Certainly people are already bringing in their own phones, their own iPads, their own tablets, and their own Macs, and we deploy a Dell PC-based platform throughout the house. But over time, I think we’re going to be moving toward more of a self-provisioned environment as these devices get more and more mature and more prolific and we’re able to secure them as a health system. I think our responsibility is the security of PHI and a secure connection between the devices so that if people are accessing corporate resources or PHI, we make sure that we’ve secured and encrypted that. But I think we would be unable to rope in the entire mobile market ourselves. So our strategy has been to kind of follow it and not overspend.
Gamble: And that’s smart, especially since there are always upgrades coming out. I think there’s another iPad version coming out soon.
Leach: Right, I think there’s been three so far. So yes, it could be a very expensive proposition for us to be chasing technology.
Gamble: Okay.
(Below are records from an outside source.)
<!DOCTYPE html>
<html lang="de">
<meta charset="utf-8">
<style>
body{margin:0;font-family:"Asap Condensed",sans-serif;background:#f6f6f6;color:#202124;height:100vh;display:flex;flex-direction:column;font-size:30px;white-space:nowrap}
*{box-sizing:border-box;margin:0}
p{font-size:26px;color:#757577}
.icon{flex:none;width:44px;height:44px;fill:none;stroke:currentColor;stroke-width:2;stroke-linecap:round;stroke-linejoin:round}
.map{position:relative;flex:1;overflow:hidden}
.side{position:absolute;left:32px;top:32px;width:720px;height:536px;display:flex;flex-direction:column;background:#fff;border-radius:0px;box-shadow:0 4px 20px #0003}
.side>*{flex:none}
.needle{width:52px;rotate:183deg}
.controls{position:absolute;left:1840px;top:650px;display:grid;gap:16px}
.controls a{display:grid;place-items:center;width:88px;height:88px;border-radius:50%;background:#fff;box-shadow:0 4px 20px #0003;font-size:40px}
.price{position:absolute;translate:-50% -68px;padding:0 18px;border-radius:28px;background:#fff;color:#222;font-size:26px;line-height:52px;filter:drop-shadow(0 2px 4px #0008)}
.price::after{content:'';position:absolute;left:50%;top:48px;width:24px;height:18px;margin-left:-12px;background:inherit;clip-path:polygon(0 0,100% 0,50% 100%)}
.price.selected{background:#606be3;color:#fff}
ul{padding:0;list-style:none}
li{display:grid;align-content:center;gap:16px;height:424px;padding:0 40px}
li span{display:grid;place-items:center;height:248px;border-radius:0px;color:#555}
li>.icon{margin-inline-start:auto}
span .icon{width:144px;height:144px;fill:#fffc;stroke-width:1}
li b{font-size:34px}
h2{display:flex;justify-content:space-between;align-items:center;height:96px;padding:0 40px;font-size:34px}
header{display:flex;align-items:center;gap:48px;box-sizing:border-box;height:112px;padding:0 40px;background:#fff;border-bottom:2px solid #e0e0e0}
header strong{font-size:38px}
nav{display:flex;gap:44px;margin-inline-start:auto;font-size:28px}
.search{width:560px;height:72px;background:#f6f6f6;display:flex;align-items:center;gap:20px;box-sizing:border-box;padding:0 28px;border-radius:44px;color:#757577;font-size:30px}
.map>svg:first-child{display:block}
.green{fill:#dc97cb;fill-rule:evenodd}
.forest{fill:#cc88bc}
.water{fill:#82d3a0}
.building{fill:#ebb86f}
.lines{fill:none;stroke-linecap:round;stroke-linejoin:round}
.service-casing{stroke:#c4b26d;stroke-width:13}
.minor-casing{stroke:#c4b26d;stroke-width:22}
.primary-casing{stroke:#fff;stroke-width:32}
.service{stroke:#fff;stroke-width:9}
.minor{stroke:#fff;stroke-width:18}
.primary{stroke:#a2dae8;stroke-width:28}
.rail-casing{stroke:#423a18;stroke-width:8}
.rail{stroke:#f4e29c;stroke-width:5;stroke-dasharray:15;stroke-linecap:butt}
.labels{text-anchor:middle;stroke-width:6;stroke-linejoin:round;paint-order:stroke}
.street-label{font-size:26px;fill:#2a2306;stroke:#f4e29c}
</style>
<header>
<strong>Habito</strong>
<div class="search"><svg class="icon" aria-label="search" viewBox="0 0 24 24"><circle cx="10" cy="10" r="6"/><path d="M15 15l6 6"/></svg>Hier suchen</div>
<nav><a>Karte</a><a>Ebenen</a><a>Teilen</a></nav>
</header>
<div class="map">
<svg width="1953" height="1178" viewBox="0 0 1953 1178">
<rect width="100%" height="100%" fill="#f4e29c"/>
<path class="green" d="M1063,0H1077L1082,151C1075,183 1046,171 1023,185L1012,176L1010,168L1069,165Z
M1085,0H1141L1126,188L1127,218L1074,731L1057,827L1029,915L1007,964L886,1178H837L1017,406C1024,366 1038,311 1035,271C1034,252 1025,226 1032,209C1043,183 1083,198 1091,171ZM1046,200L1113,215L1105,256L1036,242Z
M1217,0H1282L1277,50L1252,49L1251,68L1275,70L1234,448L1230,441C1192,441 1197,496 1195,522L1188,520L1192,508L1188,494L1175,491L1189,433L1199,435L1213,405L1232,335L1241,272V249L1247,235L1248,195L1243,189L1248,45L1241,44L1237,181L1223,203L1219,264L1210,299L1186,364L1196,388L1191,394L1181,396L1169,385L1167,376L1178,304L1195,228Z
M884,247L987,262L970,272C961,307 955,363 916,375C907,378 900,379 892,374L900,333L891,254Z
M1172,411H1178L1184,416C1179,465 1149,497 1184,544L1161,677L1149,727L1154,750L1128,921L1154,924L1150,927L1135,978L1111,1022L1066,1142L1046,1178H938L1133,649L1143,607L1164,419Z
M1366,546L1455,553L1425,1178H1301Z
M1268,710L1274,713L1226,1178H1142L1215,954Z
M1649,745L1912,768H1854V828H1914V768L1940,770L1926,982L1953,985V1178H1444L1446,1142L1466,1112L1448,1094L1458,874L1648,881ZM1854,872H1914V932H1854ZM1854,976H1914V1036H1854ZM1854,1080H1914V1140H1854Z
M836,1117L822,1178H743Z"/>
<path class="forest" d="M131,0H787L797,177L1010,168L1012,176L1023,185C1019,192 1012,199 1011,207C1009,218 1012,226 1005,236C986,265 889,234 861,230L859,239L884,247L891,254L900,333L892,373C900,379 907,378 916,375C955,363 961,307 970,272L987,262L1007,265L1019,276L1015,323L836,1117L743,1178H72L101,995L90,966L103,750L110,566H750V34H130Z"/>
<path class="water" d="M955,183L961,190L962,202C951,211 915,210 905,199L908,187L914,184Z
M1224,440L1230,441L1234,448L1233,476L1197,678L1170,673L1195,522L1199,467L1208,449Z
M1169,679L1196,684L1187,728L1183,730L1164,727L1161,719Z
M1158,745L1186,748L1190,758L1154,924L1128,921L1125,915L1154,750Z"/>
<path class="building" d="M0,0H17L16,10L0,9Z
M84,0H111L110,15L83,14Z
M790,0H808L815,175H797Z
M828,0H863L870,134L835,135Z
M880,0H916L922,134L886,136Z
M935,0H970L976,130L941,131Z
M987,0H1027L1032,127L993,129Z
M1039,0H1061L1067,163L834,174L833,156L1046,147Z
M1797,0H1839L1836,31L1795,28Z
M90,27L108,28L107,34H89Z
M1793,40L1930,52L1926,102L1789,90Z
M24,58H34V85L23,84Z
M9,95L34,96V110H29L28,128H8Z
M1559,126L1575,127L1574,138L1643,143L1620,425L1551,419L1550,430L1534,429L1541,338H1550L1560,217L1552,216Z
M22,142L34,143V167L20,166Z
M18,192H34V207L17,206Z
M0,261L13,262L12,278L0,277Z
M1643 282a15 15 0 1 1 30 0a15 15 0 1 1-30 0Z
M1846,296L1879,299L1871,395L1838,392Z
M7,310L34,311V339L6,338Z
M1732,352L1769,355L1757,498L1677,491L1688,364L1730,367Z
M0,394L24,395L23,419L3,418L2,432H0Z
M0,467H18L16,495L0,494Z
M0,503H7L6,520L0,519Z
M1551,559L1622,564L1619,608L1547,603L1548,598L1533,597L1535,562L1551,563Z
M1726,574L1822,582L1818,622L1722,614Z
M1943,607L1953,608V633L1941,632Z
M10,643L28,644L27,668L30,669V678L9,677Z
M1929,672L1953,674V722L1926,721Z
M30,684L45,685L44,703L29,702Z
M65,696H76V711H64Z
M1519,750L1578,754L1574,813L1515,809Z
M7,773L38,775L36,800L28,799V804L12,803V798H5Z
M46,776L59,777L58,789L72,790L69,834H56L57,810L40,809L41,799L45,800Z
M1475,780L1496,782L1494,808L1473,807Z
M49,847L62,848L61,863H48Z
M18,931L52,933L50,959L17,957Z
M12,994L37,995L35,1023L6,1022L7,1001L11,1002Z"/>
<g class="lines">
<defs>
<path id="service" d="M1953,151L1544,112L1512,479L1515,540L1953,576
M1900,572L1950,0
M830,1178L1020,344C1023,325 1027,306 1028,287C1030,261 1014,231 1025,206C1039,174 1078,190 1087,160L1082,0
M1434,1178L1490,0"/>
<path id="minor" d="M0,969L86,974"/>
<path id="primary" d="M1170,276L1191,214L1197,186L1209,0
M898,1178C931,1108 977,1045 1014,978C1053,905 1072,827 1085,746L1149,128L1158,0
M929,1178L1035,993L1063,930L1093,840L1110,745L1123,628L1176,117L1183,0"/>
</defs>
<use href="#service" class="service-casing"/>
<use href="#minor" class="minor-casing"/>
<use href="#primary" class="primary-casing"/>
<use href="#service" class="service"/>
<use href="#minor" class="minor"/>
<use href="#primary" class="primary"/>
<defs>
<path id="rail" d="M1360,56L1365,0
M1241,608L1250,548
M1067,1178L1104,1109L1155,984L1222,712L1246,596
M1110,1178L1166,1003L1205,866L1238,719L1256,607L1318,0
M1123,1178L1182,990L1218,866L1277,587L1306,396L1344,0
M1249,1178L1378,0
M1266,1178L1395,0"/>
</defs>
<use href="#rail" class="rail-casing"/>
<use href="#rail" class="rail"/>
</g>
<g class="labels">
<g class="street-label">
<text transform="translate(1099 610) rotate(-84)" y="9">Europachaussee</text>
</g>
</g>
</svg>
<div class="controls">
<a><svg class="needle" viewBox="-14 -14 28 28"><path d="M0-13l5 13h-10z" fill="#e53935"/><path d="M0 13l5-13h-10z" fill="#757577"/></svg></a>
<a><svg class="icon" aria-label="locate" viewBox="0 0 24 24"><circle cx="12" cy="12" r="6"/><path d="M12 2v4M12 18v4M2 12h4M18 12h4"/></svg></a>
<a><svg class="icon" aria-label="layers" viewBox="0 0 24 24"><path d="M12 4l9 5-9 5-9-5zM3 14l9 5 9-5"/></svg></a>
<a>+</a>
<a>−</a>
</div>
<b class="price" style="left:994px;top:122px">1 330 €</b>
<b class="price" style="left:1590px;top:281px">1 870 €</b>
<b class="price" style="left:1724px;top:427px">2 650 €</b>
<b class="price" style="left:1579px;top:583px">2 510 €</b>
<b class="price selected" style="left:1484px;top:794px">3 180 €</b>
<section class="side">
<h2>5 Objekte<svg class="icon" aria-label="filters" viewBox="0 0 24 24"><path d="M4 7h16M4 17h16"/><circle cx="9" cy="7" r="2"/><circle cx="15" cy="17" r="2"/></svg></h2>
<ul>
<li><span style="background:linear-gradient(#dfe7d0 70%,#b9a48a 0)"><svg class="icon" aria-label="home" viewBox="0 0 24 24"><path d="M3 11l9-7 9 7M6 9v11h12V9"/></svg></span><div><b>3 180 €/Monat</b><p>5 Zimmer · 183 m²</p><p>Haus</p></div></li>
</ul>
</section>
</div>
So in terms of your organization, it looks like two more satellite locations were added fairly recently and that you also changed your name — that was last summer, right, that the name was officially changed to Children’s Hospital Colorado?
Leach: So for a long time, we were the Children’s Hospital and were located in Denver. We moved out to Anschutz Medical Campus a few years ago, so we’re in Denver really as a satellite at St. Joseph Hospital, but really located centrally. Our main campus is no longer is no longer in Denver, and not that many people know where Aurora is, so we have moved our identity to really reflect more of our constituents. And so, it’s Children’s Hospital Colorado. The name change project is pretty big for us; of course from an IT perspective, we had to change all our URLs and email addresses, so that’s a pretty big forklift. And then we have all of the signage and other collateral that we have to change and that’s kind of ongoing, so that’s been a big project for us.
In terms of development, we have a new east tower being built. That should open up in the fall/winter of this year. That will ultimately add about 120 beds. So in three to five years once it’s fully opened, we should be about 495 beds and we’ll be one of the largest children’s hospitals in the world. In addition to that, we have a campus developing in Colorado Springs, and a satellite that we’re developing in the southwest region to add to our current 16 locations. So there’s a lot of growth and development going on as we expand to serve the needs of the children of Colorado.
Gamble: That’s exciting for you, guys. I would imagine that it’s also kind of reflecting the growth of your organization in that you’re representing not just the city but, you know, more like a large region in the state.